The content of the courses is an even bigger problem. “These cultures have had water safety since time immemorial,” says Giles. “It’s deeply offensive to try to replace the traditional knowledge of Elders on ice safety or boating with southern ‘experts’.”

The professor’s research is aimed at developing and deploying culturally and geographically appropriate water and boat safety programs. Giles returns to northern communities as often as she can, usually four or five times a year. She has just finished developing boat safety programs tailored to three communities in the Northwest Territories. The research is a collaboration between the University of Ottawa, the N.W.T. Recreation and Parks Association, the communities and local governments.

The people of Inuvik wanted a public safety campaign, so graduate student Katie Gloss worked with them to create posters and use social media. Deline pitched an app to help people be more prepared on the water, tracking where they are going and when they are coming back. Fort Simpson asked for boat safety training that includes cold-water survival, and requested signs about alcohol and boating.

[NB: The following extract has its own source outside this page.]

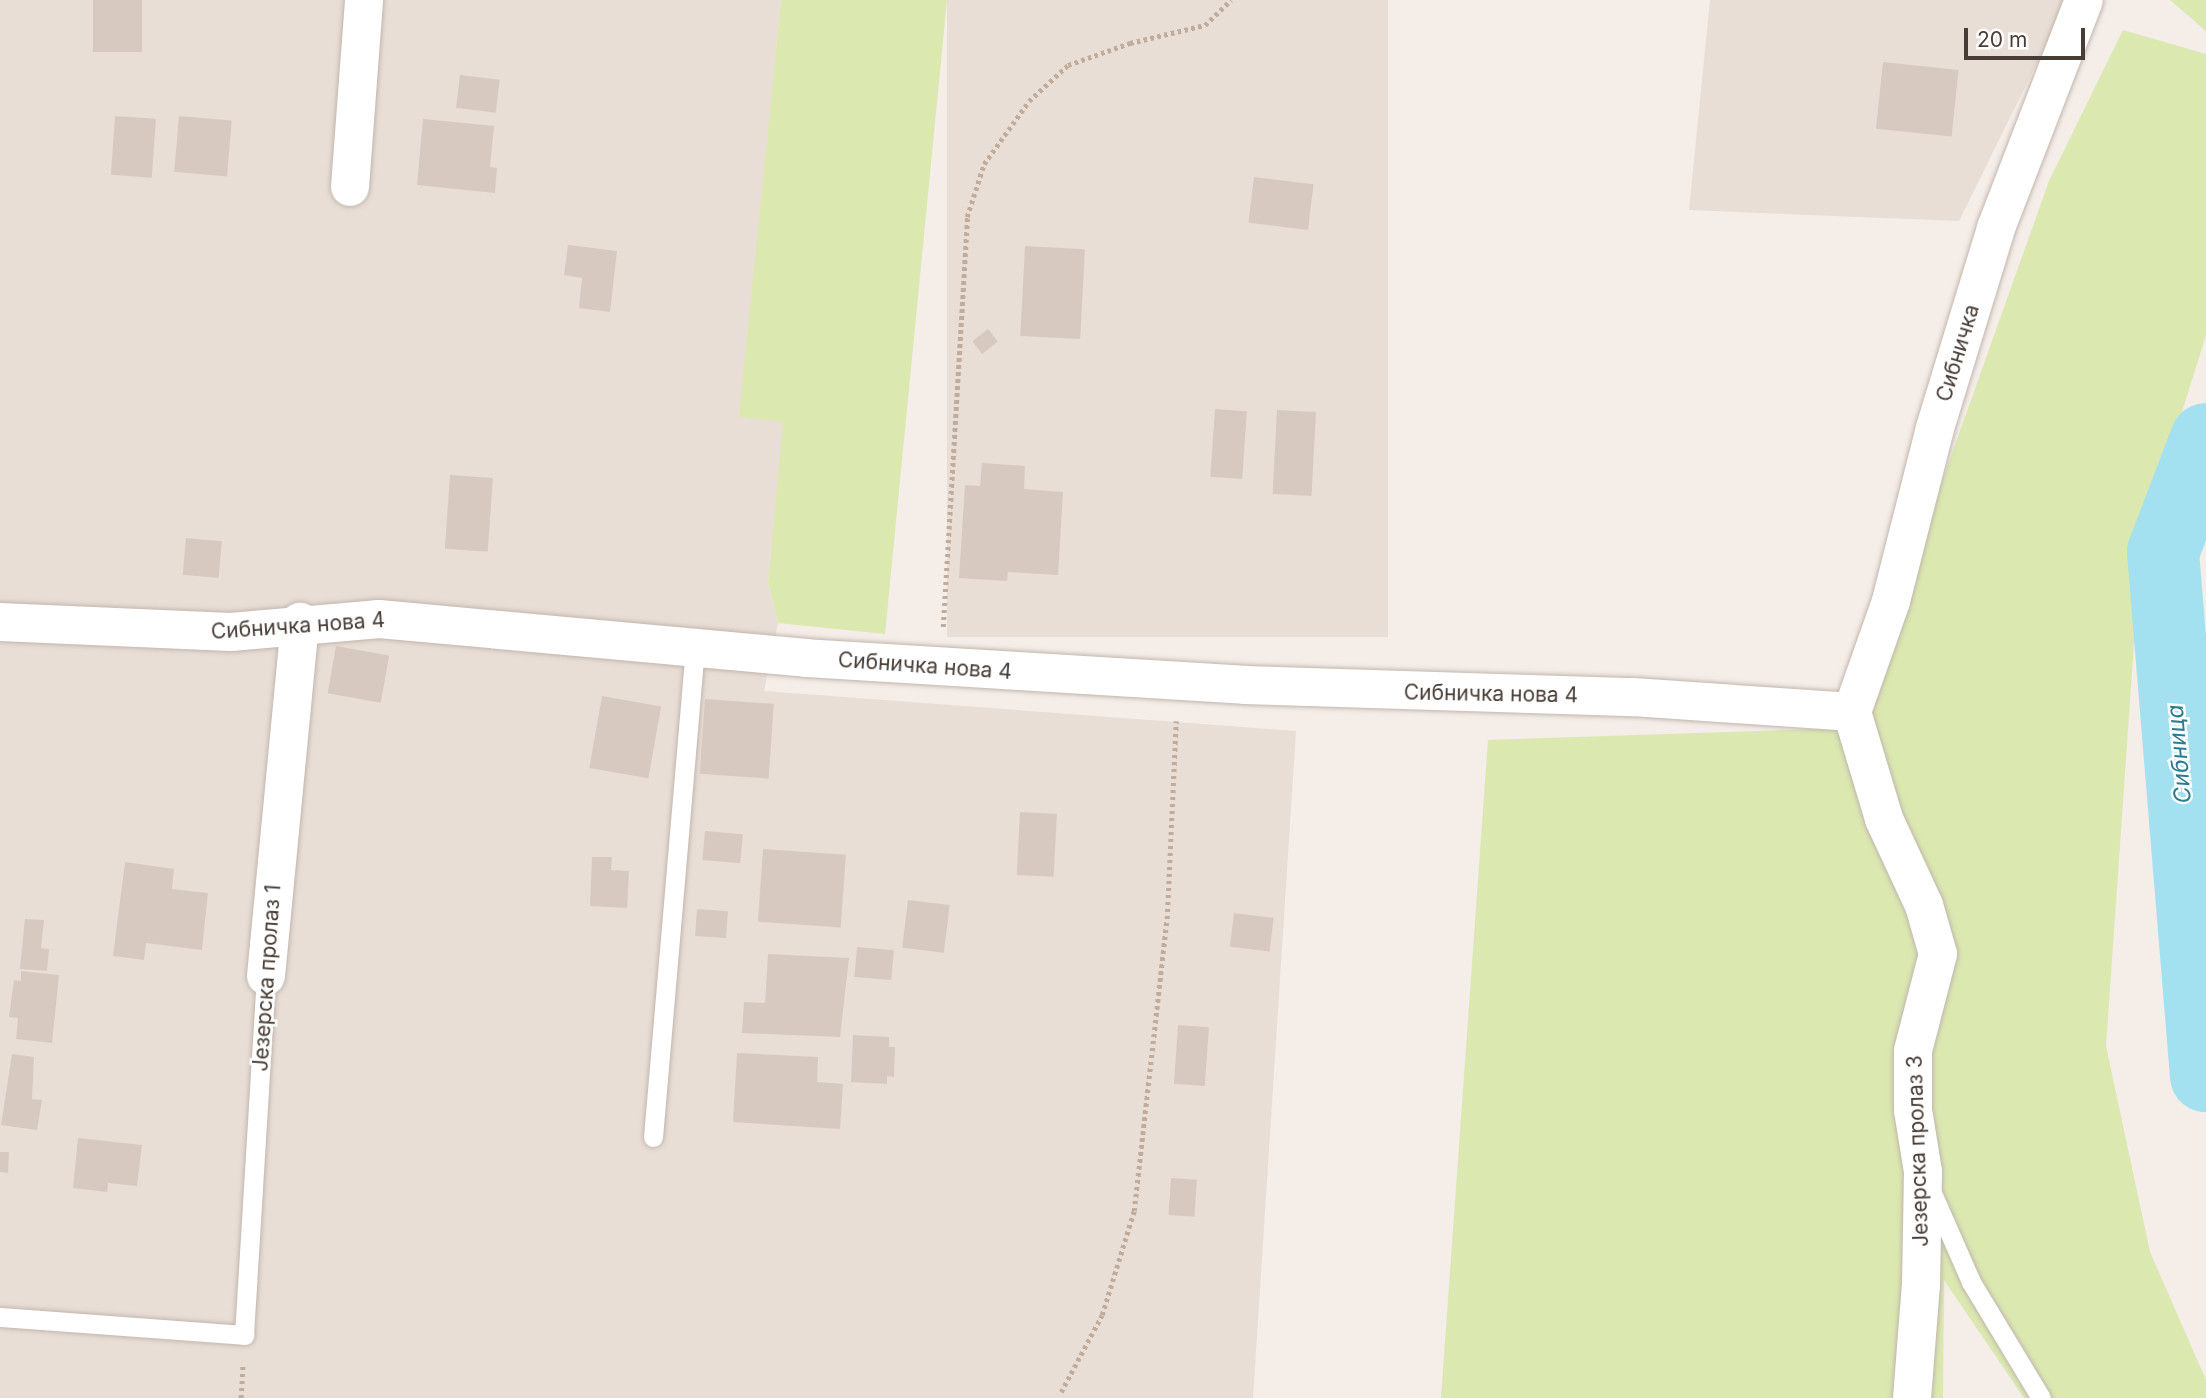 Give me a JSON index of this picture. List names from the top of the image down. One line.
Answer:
{"streets":{"street":["Сибничка","Сибничка нова 4","Језерска пролаз 1","Језерска пролаз 3"]},"crossings":[["Сибничка","Сибничка нова 4"],["Сибничка","Језерска пролаз 3"],["Сибничка нова 4","Језерска пролаз 1"],["Сибничка нова 4","Језерска пролаз 3"]],"water":["Сибница"],"scale_bar":"20 m"}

Co-creating these resources fills an important gap. Municipalities and territorial governments are supportive, but the Northwest Territories’ Department of Health and Social Services, for example, has only one person working in injury prevention.

“The key is working with the local peoples,” says Giles. After nearly 20 years of forging relationships in their communities, she has built the trust and understanding that are essential to designing water safety programs that speak to northern realities.